## PROBLEM STATEMENT
Please restate the data that follows word for word, with the pictures left out.

[Collected data entries]
▬▬▬▬▬▬▬▬▬▬

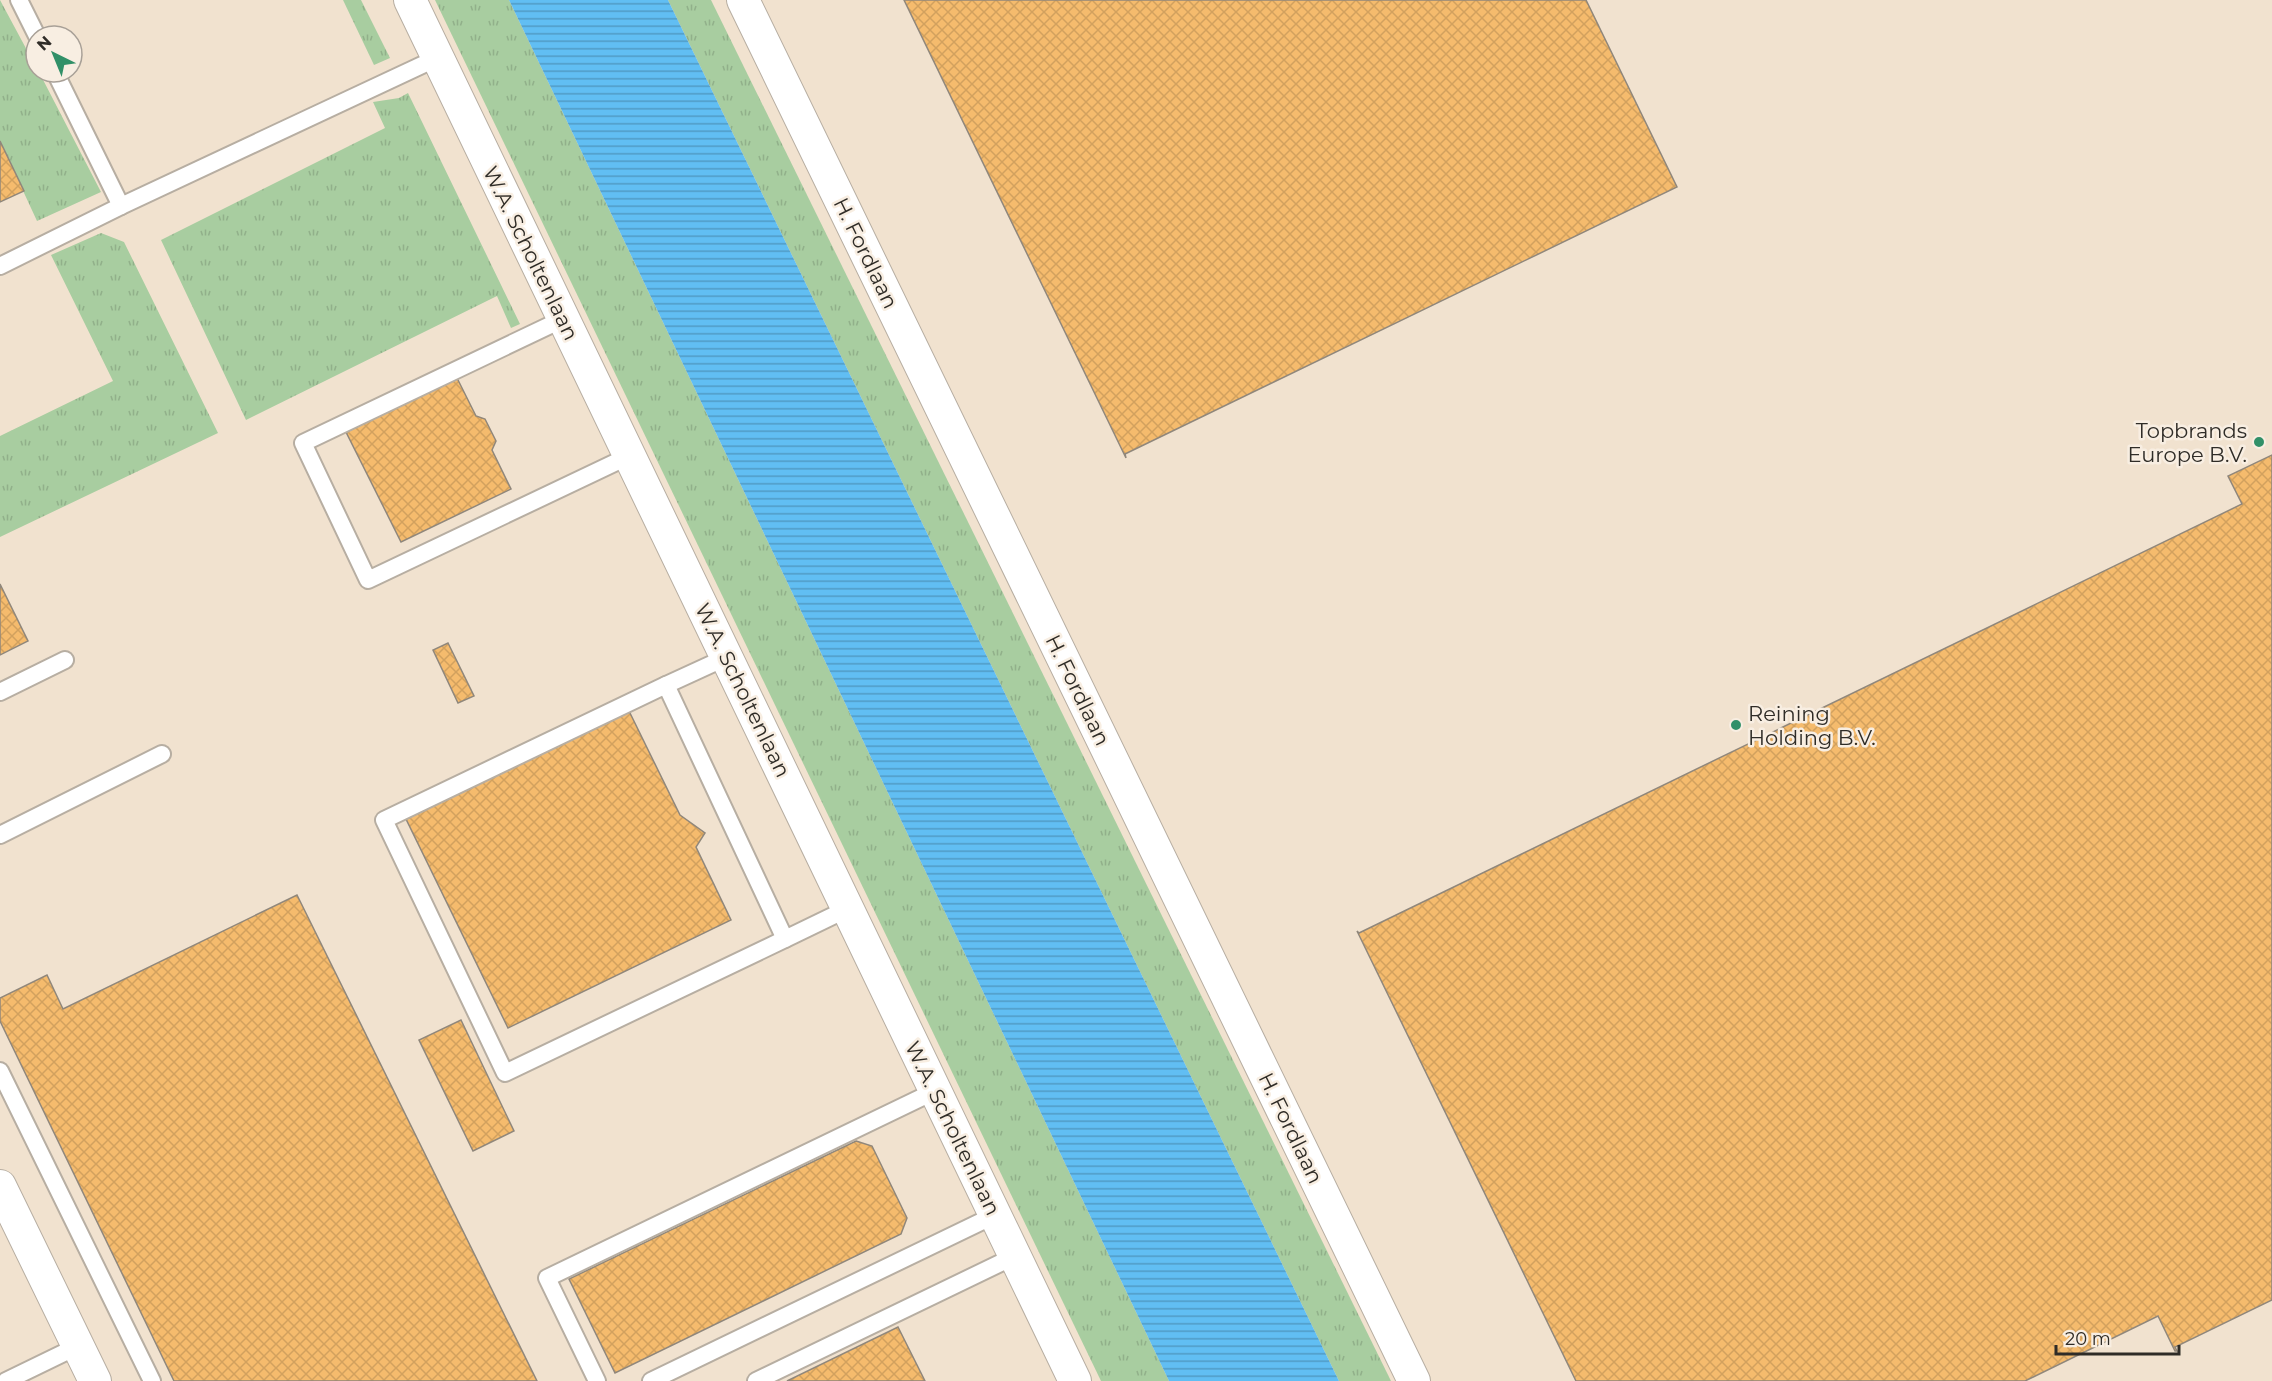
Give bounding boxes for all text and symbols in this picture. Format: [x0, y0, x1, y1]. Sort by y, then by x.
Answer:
north arrow [24, 24, 84, 84]
text: N [33, 32, 55, 55]
street label: W.A. Scholtenlaan [478, 162, 584, 344]
street label: H. Fordlaan [828, 194, 904, 312]
place label: Topbrands Europe B.V. [2127, 418, 2247, 467]
marker: Topbrands Europe B.V. [2252, 435, 2266, 449]
street label: W.A. Scholtenlaan [690, 599, 796, 781]
street label: H. Fordlaan [1040, 631, 1116, 749]
place label: Reining Holding B.V. [1748, 701, 1876, 750]
marker: Reining Holding B.V. [1729, 718, 1743, 732]
street label: W.A. Scholtenlaan [900, 1037, 1006, 1219]
street label: H. Fordlaan [1253, 1069, 1329, 1187]
scale bar [2056, 1318, 2179, 1356]
text: 20 m [2065, 1328, 2111, 1350]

▬▬▬▬▬▬▬▬▬▬

## OUTPUT BELOW
Give bounding boxes for all text and symbols in this picture. Format: [x0, y0, x1, y1]. Sort by y, then by x.
Answer:
north arrow [24, 24, 84, 84]
text: N [33, 32, 55, 55]
street label: W.A. Scholtenlaan [478, 162, 584, 344]
street label: H. Fordlaan [828, 194, 904, 312]
place label: Topbrands Europe B.V. [2127, 418, 2247, 467]
marker: Topbrands Europe B.V. [2252, 435, 2266, 449]
street label: W.A. Scholtenlaan [690, 599, 796, 781]
street label: H. Fordlaan [1040, 631, 1116, 749]
place label: Reining Holding B.V. [1748, 701, 1876, 750]
marker: Reining Holding B.V. [1729, 718, 1743, 732]
street label: W.A. Scholtenlaan [900, 1037, 1006, 1219]
street label: H. Fordlaan [1253, 1069, 1329, 1187]
scale bar [2056, 1318, 2179, 1356]
text: 20 m [2065, 1328, 2111, 1350]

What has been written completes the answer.